According to another embodiment of the invention, the NOR string array may also be programmed by channel thermal electron injection, similar to that used in NROM/Mirror Bit transistors known to those skilled in the art. In an NROM/mirror bit transistor, the charge representing one bit is stored at one end of the channel region following the junction with the drain region, and by reversing the polarity of the source and drain, the charge representing the second bit is stored in the channel next to the source junction. It is programmed and stored at the opposite end of the area. Typical programming voltages are 5V at the drain terminal, 0V at the source terminal, and 8V at the control gate. Reading both bits requires reading the source and drain junctions in reverse order, well known to those skilled in the art. However, channel hot electronic programming is significantly less efficient than tunnel programming, and therefore channel hot electronic programming is not suitable for the massively parallel programming made possible by tunneling. Additionally, the relatively large programming current results in a high IR drop between the N ⁺ sublayers (i.e. between the source and drain regions), thus reducing the line resistance as shown in Figure 2B-2 or Figure 2B-3. Limits the length of the NOR string, unless wiring connections are provided to do so. The erase operation in the NROM/mirror bit embodiment may be accomplished using the conventional NROM erase mechanism of band-to-band tunneling-induced hot-hole injection. To neutralize the charge of bound electrons, one applies -5V on the selected word line, 0V on the N ⁺ sublayer 221 (source line), and one applies 0V on the N ⁺ sublayer 223 (drain line). 5V can be applied to the line). The channel thermal electron injection approach doubles the NOR string bit density, making it attractive for applications such as archival memory.
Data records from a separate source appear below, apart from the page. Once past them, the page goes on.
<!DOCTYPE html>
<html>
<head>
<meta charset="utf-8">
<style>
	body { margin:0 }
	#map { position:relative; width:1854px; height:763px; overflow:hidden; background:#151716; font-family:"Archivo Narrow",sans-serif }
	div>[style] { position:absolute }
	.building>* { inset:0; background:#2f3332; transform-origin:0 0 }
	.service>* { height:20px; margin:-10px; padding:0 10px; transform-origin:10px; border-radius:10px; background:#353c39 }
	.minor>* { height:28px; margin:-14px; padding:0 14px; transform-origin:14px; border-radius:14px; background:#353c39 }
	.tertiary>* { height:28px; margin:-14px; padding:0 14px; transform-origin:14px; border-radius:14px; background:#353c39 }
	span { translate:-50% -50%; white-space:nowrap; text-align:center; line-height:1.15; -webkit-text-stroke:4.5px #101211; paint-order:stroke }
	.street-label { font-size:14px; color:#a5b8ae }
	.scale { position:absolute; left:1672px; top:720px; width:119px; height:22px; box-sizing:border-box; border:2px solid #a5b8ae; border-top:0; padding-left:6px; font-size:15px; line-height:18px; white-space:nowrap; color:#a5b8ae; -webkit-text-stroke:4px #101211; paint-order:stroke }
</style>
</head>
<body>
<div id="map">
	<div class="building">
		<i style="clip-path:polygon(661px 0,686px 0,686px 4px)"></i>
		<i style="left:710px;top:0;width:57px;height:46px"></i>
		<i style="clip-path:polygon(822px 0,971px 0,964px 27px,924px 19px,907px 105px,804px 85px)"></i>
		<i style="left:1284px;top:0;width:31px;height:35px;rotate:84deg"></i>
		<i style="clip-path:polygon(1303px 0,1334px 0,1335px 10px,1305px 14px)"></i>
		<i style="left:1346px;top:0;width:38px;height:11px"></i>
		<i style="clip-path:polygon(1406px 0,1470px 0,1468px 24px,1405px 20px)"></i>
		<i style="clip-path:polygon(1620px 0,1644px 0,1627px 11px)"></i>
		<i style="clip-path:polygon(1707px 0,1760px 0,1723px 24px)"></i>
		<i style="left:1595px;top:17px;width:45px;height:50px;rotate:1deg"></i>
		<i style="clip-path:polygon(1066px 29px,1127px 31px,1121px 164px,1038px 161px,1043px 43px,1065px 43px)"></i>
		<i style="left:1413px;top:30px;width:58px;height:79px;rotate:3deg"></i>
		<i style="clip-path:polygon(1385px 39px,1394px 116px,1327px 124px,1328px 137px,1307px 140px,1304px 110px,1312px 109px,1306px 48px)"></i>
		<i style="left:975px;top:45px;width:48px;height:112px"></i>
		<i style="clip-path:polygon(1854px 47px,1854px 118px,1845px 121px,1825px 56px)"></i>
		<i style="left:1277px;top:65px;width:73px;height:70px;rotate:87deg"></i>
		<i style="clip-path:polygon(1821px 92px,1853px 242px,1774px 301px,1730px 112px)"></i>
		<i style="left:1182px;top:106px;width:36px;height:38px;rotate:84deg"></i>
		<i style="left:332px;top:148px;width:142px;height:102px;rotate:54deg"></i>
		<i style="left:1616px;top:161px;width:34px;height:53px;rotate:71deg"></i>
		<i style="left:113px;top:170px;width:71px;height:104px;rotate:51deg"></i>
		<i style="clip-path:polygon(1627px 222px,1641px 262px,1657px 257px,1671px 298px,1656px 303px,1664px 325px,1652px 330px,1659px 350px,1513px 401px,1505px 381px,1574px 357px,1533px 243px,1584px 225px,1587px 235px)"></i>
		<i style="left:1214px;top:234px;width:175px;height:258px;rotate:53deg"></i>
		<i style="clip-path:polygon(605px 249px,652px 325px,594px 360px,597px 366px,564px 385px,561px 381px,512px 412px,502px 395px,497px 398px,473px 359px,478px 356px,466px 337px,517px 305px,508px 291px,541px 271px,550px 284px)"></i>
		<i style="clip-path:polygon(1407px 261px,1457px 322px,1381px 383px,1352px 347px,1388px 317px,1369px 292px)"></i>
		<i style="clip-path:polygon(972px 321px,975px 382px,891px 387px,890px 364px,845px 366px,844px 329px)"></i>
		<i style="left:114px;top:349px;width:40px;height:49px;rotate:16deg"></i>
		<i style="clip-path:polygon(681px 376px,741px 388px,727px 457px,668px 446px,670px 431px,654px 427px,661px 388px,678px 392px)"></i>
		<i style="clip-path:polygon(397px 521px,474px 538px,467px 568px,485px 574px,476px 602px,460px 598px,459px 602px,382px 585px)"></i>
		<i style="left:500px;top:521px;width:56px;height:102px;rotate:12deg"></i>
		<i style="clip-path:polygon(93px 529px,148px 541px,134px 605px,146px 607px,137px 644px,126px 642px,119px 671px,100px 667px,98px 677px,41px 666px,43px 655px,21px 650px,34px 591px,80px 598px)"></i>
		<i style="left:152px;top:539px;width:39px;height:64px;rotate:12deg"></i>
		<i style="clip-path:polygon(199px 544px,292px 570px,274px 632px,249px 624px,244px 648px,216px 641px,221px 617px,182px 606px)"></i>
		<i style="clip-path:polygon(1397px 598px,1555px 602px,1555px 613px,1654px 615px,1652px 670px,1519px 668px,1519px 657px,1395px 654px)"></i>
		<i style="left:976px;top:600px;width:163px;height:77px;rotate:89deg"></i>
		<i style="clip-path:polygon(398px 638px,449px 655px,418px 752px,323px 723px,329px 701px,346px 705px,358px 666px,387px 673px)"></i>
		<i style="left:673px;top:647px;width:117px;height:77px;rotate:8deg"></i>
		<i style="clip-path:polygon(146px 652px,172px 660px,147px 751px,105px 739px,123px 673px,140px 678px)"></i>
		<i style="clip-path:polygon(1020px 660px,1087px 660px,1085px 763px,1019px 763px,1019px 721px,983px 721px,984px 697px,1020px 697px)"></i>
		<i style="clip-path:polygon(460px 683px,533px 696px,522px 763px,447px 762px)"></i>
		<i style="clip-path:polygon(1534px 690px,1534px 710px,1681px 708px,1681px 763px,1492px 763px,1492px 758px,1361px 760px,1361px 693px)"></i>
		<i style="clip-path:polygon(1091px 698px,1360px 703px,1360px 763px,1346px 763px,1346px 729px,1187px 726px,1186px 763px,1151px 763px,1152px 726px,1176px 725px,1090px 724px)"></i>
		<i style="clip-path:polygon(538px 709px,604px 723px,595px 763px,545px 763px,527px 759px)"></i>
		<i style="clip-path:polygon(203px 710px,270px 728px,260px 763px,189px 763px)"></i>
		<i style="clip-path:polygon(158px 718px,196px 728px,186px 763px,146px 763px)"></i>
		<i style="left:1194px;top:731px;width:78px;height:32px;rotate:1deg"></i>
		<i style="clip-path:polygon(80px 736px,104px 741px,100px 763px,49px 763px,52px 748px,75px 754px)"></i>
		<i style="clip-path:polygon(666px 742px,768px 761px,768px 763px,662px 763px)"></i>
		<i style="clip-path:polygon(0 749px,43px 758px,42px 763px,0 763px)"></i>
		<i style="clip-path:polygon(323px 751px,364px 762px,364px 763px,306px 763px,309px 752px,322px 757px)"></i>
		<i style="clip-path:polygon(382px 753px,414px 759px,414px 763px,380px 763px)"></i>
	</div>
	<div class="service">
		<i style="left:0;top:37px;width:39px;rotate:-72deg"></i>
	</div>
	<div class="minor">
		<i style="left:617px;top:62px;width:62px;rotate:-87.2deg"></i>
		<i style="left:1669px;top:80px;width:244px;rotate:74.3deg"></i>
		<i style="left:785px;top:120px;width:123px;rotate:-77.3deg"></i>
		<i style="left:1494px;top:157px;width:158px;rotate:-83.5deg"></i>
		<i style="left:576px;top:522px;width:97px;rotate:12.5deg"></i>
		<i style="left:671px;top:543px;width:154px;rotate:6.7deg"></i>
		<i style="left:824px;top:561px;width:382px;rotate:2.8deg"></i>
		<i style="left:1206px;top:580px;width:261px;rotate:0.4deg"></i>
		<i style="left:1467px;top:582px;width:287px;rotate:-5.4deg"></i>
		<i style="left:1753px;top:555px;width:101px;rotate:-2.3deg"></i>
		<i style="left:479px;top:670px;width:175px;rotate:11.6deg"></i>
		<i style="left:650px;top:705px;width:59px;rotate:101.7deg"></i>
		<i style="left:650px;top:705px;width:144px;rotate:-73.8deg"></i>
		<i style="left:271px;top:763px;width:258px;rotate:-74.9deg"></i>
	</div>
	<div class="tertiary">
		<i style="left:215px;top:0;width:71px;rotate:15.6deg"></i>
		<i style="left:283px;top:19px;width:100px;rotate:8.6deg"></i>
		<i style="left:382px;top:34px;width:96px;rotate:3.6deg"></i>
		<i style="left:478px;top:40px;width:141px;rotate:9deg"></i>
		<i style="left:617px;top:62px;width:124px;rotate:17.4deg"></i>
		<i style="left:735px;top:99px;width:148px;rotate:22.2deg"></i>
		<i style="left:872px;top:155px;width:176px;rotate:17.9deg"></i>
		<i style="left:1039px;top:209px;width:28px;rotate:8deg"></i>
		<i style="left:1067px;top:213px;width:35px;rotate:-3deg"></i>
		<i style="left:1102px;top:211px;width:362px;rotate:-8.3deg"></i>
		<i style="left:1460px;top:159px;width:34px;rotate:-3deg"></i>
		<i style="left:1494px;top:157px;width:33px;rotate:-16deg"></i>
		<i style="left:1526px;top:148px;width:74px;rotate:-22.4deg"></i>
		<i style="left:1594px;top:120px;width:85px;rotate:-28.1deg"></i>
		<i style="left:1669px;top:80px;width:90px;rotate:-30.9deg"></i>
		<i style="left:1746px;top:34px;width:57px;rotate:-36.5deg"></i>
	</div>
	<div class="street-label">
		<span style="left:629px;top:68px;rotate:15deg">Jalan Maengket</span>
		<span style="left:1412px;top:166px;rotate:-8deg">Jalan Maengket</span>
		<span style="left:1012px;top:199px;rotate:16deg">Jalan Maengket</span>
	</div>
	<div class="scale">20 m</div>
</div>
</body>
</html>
Embodiment under a simplified processing flow (“Processing Flow A”) for simultaneous formation of TFT channels in active strips of multiple planes

The processing described above to form examples (EMB-1, EMB-2, and EMB-3) improves the uniformity of the TFT and the performance of the NOR string through all active strips in multiple planes, while providing an alternative but simplified process. This can be changed to a processing flow (“Processing Flow A”). In processing flow A, P ^- sublayers 222 (i.e. channels) are formed simultaneously in a single sequence for all active strips on all planes. This P ^- channel formation occurs late in the manufacturing processing flow, after all or most of the high temperature steps have been completed. Process flow A is described below in conjunction with examples (EMB-1 and EMB-3), but can be similarly applied to example (EMB-2) and other examples and derivatives thereof. In the remainder of the detailed description, examples manufactured under process flow A are identified by the suffix “A” added to their identifier. For example, a variation of Example (EMB-1) manufactured under processing flow A is identified as Example (EMB-1A).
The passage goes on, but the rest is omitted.